Input data:
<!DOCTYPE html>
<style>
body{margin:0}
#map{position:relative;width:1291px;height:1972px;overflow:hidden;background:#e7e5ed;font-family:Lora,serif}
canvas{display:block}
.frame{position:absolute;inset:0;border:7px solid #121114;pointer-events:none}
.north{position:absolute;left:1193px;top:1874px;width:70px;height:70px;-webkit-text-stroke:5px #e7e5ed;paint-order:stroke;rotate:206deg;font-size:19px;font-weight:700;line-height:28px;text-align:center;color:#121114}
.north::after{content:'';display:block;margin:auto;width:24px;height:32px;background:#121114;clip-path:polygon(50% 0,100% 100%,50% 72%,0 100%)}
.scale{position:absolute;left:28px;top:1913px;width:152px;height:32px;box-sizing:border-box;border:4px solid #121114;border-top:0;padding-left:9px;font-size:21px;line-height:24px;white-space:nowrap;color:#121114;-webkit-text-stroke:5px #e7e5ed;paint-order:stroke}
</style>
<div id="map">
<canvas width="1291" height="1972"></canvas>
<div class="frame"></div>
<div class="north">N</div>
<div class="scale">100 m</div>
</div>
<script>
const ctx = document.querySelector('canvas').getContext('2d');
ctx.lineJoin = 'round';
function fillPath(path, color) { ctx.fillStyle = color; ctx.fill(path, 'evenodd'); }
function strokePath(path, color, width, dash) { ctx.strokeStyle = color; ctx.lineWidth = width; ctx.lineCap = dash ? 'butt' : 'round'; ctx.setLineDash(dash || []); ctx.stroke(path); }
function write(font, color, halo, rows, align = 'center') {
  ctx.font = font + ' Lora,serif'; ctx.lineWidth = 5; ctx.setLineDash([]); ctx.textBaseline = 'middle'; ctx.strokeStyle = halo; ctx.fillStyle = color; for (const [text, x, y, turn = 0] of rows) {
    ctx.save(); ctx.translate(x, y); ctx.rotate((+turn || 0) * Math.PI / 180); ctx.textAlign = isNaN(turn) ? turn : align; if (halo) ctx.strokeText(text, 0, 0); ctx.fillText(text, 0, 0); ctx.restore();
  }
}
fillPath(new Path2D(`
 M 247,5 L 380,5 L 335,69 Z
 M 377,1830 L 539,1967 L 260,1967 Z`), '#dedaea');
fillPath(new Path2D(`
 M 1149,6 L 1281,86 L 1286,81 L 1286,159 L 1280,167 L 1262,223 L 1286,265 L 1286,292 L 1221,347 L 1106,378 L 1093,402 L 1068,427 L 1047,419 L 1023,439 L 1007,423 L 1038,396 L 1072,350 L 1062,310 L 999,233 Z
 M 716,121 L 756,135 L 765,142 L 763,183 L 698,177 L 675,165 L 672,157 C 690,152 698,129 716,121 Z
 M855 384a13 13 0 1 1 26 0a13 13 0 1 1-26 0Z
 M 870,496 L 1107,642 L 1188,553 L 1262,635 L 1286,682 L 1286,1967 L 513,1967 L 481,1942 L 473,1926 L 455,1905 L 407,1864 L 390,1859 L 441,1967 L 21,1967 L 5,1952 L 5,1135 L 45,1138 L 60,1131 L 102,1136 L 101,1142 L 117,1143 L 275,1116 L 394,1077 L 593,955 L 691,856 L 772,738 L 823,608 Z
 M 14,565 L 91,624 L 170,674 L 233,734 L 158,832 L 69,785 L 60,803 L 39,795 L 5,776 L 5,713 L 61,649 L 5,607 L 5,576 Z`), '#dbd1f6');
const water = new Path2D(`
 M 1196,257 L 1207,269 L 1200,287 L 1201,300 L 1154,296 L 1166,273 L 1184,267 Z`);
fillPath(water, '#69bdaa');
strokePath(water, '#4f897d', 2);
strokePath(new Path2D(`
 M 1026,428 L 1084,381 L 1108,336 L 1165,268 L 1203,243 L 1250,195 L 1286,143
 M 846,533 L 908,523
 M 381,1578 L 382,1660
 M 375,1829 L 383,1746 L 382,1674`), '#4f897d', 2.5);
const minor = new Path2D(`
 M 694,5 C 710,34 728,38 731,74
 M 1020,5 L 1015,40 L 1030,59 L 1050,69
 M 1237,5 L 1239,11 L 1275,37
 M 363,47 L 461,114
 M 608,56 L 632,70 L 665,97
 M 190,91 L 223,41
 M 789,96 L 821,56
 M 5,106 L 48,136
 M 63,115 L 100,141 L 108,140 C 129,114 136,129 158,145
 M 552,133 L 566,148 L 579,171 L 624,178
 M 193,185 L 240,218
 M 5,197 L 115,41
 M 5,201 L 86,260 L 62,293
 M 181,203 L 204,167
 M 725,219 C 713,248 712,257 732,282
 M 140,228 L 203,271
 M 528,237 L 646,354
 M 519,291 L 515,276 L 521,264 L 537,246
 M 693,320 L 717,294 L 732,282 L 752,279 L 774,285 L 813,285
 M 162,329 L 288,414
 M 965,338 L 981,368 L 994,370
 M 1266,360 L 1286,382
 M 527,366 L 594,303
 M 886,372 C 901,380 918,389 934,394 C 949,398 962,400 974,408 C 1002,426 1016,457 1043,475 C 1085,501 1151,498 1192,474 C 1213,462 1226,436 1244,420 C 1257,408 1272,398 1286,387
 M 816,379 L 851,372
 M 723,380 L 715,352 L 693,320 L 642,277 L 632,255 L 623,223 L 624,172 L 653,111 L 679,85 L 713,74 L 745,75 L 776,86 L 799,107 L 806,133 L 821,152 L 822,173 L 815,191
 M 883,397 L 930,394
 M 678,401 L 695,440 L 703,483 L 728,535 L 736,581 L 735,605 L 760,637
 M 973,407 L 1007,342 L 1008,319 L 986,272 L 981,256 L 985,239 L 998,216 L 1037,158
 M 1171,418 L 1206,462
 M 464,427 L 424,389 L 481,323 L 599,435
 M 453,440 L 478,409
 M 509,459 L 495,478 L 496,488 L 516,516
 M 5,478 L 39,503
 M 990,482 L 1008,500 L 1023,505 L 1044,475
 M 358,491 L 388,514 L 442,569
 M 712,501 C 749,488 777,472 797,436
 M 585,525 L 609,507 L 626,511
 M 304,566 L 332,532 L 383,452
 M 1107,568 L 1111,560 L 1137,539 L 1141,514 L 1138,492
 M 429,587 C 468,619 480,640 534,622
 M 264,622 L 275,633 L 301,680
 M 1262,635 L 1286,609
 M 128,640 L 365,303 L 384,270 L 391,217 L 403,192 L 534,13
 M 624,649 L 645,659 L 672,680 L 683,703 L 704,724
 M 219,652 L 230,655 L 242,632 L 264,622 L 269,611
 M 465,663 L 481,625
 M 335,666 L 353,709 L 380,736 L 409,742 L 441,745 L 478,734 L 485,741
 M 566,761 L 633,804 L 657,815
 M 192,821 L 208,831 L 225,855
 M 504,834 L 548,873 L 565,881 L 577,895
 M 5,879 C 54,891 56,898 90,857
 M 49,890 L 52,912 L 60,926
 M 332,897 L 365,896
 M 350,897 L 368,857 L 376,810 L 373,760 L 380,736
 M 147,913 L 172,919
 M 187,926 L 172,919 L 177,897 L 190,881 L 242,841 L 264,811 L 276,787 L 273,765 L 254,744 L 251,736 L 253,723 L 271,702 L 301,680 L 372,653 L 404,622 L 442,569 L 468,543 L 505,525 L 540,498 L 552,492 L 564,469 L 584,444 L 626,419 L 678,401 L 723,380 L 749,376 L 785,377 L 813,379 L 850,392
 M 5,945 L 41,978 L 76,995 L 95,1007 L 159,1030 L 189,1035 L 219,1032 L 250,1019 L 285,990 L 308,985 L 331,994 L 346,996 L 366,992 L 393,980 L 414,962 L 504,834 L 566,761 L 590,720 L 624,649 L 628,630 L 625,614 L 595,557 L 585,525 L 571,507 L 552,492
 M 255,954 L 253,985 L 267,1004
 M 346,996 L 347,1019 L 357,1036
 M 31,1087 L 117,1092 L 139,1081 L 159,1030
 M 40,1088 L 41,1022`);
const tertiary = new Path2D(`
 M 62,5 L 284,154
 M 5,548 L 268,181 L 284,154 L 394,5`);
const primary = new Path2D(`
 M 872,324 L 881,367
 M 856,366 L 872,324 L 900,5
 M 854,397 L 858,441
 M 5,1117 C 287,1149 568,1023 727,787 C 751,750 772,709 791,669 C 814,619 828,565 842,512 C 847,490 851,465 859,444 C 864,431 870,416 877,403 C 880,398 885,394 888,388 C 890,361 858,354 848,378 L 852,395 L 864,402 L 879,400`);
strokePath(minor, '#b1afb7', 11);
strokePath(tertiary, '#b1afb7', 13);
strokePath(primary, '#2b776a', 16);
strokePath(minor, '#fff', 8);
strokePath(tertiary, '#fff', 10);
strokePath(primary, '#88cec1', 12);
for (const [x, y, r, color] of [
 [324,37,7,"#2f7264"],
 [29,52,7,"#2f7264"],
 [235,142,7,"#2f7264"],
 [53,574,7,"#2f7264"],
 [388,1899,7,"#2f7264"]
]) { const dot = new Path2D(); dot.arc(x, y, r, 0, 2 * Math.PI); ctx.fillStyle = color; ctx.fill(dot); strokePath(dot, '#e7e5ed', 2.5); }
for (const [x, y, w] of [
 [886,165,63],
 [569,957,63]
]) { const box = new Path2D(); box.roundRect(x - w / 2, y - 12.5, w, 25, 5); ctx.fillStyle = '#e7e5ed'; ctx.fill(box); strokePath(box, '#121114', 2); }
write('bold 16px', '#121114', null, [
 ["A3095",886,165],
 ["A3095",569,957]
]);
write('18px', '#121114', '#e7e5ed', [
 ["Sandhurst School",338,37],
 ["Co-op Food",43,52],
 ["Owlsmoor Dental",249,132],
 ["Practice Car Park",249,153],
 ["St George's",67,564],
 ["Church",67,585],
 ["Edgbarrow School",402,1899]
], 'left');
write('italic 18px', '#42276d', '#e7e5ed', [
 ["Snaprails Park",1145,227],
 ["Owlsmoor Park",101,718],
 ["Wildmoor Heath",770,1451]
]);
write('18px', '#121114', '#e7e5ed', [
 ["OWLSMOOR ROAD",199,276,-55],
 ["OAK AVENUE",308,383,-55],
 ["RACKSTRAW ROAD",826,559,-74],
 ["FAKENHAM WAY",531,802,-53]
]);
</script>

What the task requires:
Above are the records; copy exactly the lines from the line with "const ctx = document.querySelector('canvas').getContext('2d');" through the line with "function write(font, color, halo, rows, align", both included.

Exercise response:
const ctx = document.querySelector('canvas').getContext('2d');
ctx.lineJoin = 'round';
function fillPath(path, color) { ctx.fillStyle = color; ctx.fill(path, 'evenodd'); }
function strokePath(path, color, width, dash) { ctx.strokeStyle = color; ctx.lineWidth = width; ctx.lineCap = dash ? 'butt' : 'round'; ctx.setLineDash(dash || []); ctx.stroke(path); }
function write(font, color, halo, rows, align = 'center') {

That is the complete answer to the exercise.